If any client asks for a property, such as PR_Subject, or one of its many aliases, then the Microsoft Exchange Information Store service promotes all of the Internet message's header information to Properties. This is referred to as a state 1 conversion.
If any client asks for attachment information, then the Microsoft Exchange Information Store service creates a near duplicate (in MAPI form) of the Internet message. At first, the message is still in the .stm file. However, much of the data needed for MAPI access is in the .edb file. If a client alters the message in a way that changes the Multipurpose Internet Mail Extensions (MIME), then the .stm file version of the message is discarded and the .edb file of the message is preserved. This is referred to as a state 2 conversion.
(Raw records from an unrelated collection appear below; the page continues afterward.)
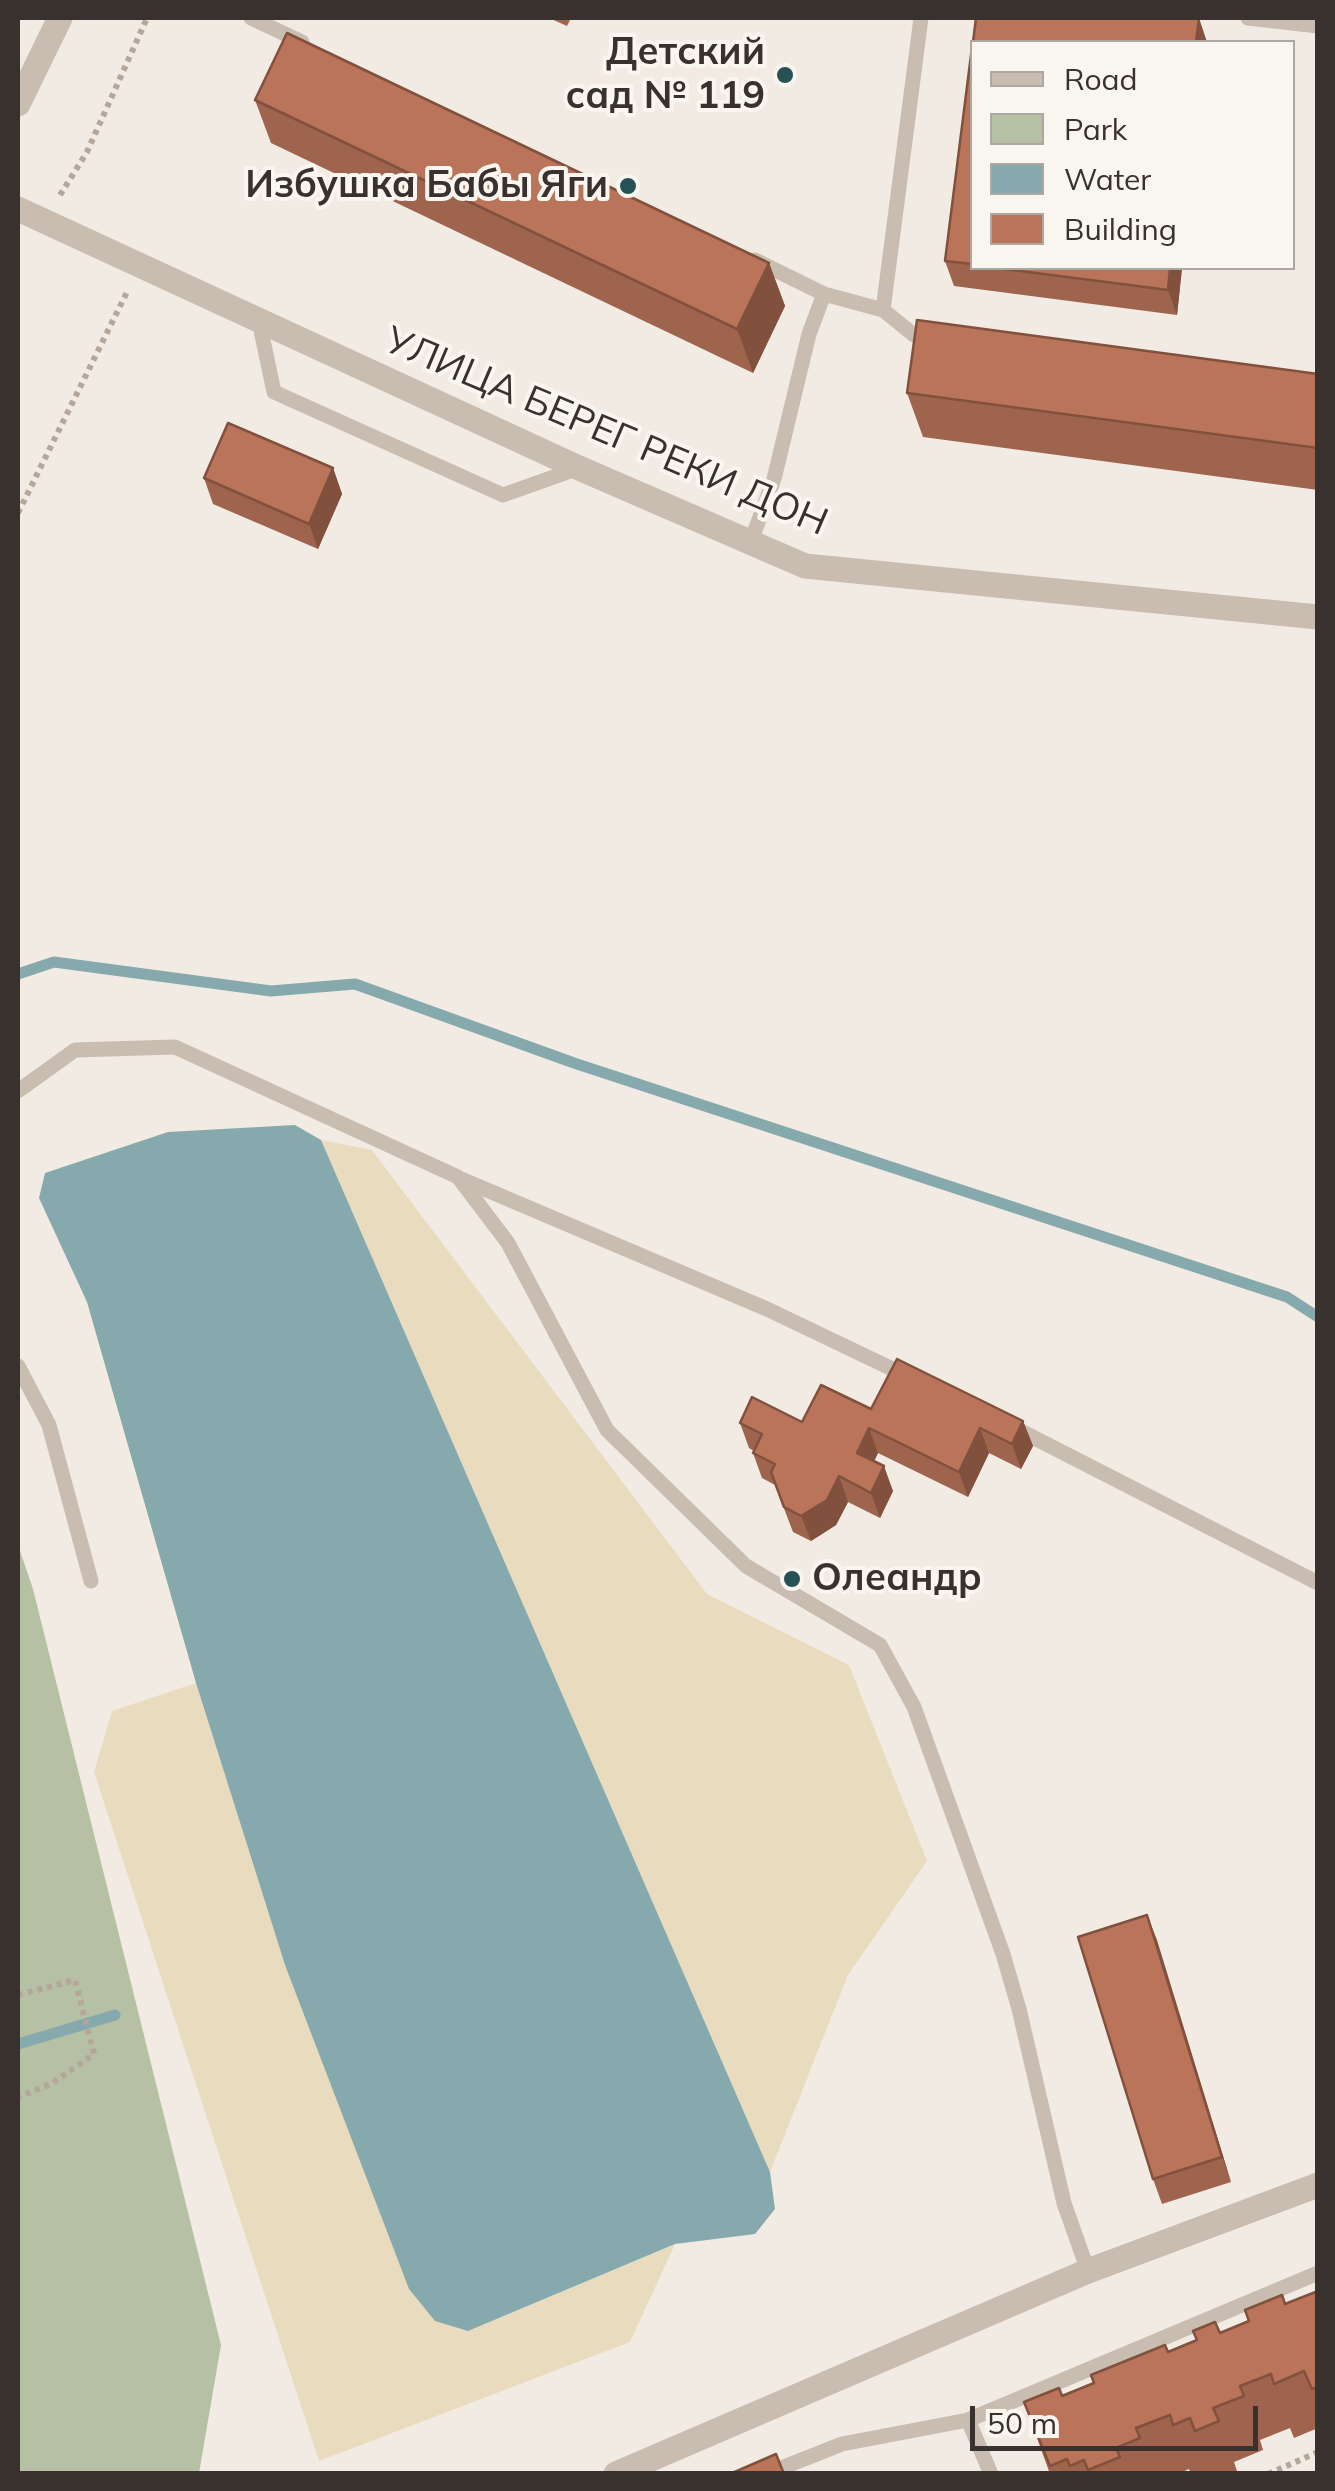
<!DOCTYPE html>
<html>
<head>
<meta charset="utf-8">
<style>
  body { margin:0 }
  #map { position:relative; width:1335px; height:2491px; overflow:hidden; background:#f2ebe3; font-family:Mulish,sans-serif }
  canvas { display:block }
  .frame { position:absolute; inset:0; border:20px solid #39312d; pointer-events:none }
  .legend { position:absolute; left:970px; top:40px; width:325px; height:230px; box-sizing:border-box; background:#f9f5ef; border:2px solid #aca7a1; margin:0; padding:12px 18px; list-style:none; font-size:30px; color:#39312d }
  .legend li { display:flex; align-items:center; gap:20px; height:50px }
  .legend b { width:50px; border:2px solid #aca7a1 }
  .scale { position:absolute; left:970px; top:2406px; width:288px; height:45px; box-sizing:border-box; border:5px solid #39312d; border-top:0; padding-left:12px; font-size:30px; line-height:35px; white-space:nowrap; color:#39312d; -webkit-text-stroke:8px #f9f5ef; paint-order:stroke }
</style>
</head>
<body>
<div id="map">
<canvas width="1335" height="2491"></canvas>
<div class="frame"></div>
<ul class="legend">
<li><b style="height:12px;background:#c9bcb0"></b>Road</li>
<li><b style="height:28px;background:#b5c0a4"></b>Park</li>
<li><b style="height:28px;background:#85a9ac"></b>Water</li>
<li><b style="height:28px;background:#b97459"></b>Building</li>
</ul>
<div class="scale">50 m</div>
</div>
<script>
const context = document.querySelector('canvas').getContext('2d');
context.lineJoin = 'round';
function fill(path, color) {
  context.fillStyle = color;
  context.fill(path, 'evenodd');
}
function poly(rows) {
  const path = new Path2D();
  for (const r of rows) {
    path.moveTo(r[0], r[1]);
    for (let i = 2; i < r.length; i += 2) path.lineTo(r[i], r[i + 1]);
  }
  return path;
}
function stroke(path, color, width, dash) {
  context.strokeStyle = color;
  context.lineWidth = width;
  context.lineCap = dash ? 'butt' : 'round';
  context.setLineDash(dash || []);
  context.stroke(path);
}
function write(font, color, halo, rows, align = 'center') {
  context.font = font + ' Mulish,sans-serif';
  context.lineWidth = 8;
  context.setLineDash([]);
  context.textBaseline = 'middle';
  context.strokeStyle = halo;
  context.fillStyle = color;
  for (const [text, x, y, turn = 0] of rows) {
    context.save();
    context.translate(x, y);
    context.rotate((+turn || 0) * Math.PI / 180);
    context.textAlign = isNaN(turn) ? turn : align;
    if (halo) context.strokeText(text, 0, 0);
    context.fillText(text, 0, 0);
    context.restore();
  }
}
fill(poly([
  [18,1545,33,1589,221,2345,199,2473,18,2473]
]), '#b5c0a4');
fill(poly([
  [321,1140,372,1150,707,1594,849,1665,927,1861,848,1975,770,2172],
  [196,1683,285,1965,468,2331,675,2244,630,2342,319,2461,94,1772,112,1711]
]), '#e9dcbe');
fill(poly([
  [295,1125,321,1140,770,2172,775,2209,755,2234,675,2244,468,2331,435,2321,409,2289,285,1965,196,1683,87,1302,39,1198,45,1173,168,1132]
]), '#85a9ac');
stroke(poly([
  [18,974,54,962,271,991,355,984,574,1063,1287,1297,1318,1317],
  [18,2044,115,2015]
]), '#85a9ac', 11);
stroke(poly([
  [60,195,87,152,147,18],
  [18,513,128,290],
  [18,1995,75,1980,94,2054,51,2084,18,2097],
  [1268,2474,1318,2452]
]), '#b5a69a', 6, [5, 5]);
stroke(poly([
  [251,18,302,42],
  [1248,18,1318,26],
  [755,260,824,294,883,310,914,335,932,341],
  [883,310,921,18],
  [259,321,274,392,503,495,579,468],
  [750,544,774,479,809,334,824,294],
  [18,1091,75,1050,175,1047,458,1177,508,1243,607,1430,746,1566,880,1645,914,1707,1003,1954,1019,2009,1064,2203,1088,2271],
  [461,1179,767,1309,907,1376],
  [18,1366,49,1425,91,1581],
  [1013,1427,1318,1583],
  [766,2474,842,2444,968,2420],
  [991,2474,968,2420,1318,2273]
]), '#c9bcb0', 15);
stroke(poly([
  [18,104,60,18],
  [18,209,579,468,805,566,1318,617],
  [616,2474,1088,2271,1318,2185]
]), '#c9bcb0', 25);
fill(poly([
  [549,18,571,18,567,26],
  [972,47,972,268,1182,268,1177,315,954,286,945,261],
  [255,100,769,263,785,306,753,373,271,143],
  [1318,374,1318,490,923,437,907,393],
  [333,468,342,494,318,549,213,504,204,478],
  [871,1409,1023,1421,1033,1446,1021,1469,989,1453,968,1497,878,1453,874,1461,893,1491,880,1518,848,1502,836,1525,811,1541,793,1532,775,1485,762,1478,753,1453,754,1451,749,1448,740,1423,802,1422],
  [1147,1915,1231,2182,1162,2204,1153,2179],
  [1318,2281,1318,2428,1294,2438,1290,2428,1260,2440,1263,2450,1234,2462,1238,2474,1211,2474,1210,2472,1206,2474,1191,2474,1189,2469,1178,2474,1050,2474,1024,2402,1062,2396,1249,2321,1317,2291]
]), '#9f644d');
fill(poly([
  [1199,18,1207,42,1196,42],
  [769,263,785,306,753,373,737,329],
  [1170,268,1182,268,1177,315,1168,290],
  [333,468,342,494,318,549,309,524],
  [1023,1421,1033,1446,1021,1469,1012,1444],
  [869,1428,878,1453,866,1478,857,1453],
  [980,1428,989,1453,968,1497,959,1472],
  [884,1466,893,1491,880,1518,871,1493],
  [839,1476,848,1502,836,1525,811,1541,801,1516],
  [1147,1915,1157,1940,1231,2182,1222,2157]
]), '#82513e');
const building = poly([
  [976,18,1199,18,1196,42,973,42,976,18],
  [287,33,769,263,737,329,255,100,287,33],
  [972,47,972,264,945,261,972,47],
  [997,268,1170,268,1168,290,997,268],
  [917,320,1318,374,1318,448,907,393,917,320],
  [228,423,333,468,309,524,204,478,228,423],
  [897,1359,1023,1421,1012,1444,980,1428,959,1472,869,1428,857,1453,884,1466,871,1493,839,1476,827,1500,801,1516,784,1507,771,1472,775,1464,753,1453,762,1434,740,1423,752,1397,802,1422,821,1385,871,1409,897,1359],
  [1147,1915,1222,2157,1153,2179,1078,1937,1147,1915],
  [1318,2291,1318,2387,1312,2389,1304,2371,1274,2384,1271,2374,1240,2386,1244,2396,1213,2408,1219,2421,1195,2431,1190,2418,1173,2425,1170,2415,1136,2428,1140,2438,1116,2448,1120,2457,1088,2470,1084,2460,1070,2466,1067,2459,1050,2466,1024,2402,1059,2388,1062,2396,1094,2383,1091,2375,1165,2345,1168,2352,1197,2340,1193,2331,1215,2322,1220,2333,1249,2321,1245,2310,1282,2295,1285,2304,1318,2291],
  [776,2454,784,2474,730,2474,776,2454]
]);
fill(building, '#b97459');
stroke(building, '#82513e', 2.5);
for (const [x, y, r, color] of [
  [785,75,10,"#265256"],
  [628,186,10,"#265256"],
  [792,1579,10,"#265256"]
]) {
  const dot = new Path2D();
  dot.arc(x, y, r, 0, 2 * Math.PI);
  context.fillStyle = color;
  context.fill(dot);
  stroke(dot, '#f9f5ef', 4);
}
write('bold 38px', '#39312d', '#f9f5ef', [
  ["Детский",765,53],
  ["сад № 119",765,97],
  ["Избушка Бабы Яги",608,186],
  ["Олеандр",812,1579,"left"]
], 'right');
write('38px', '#39312d', '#f9f5ef', [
  ["УЛИЦА БЕРЕГ РЕКИ ДОН",606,432,23]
]);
</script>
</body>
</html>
Regardless of how a message is submitted to the Microsoft Exchange Information Store service, if Exchange Server receives Internet content that includes Application/ms-tnef content, the message initially goes to the .stm file, but it is then immediately decoded and moved to the .edb file. The same applies to messages with a winmail.dat attachment, encoded using UUEncode. Transport neutral encapsulation format (TNEF) and Winmail.dat are encapsulation methods for MAPI messages to preserve MAPI properties on transports that do not support MAPI. Therefore, the general principal that MAPI messages reside in the .edb file and Internet messages reside in the .stm file is correct. The current functionality has the TNEF decoded before any one of the MAPI properties are read.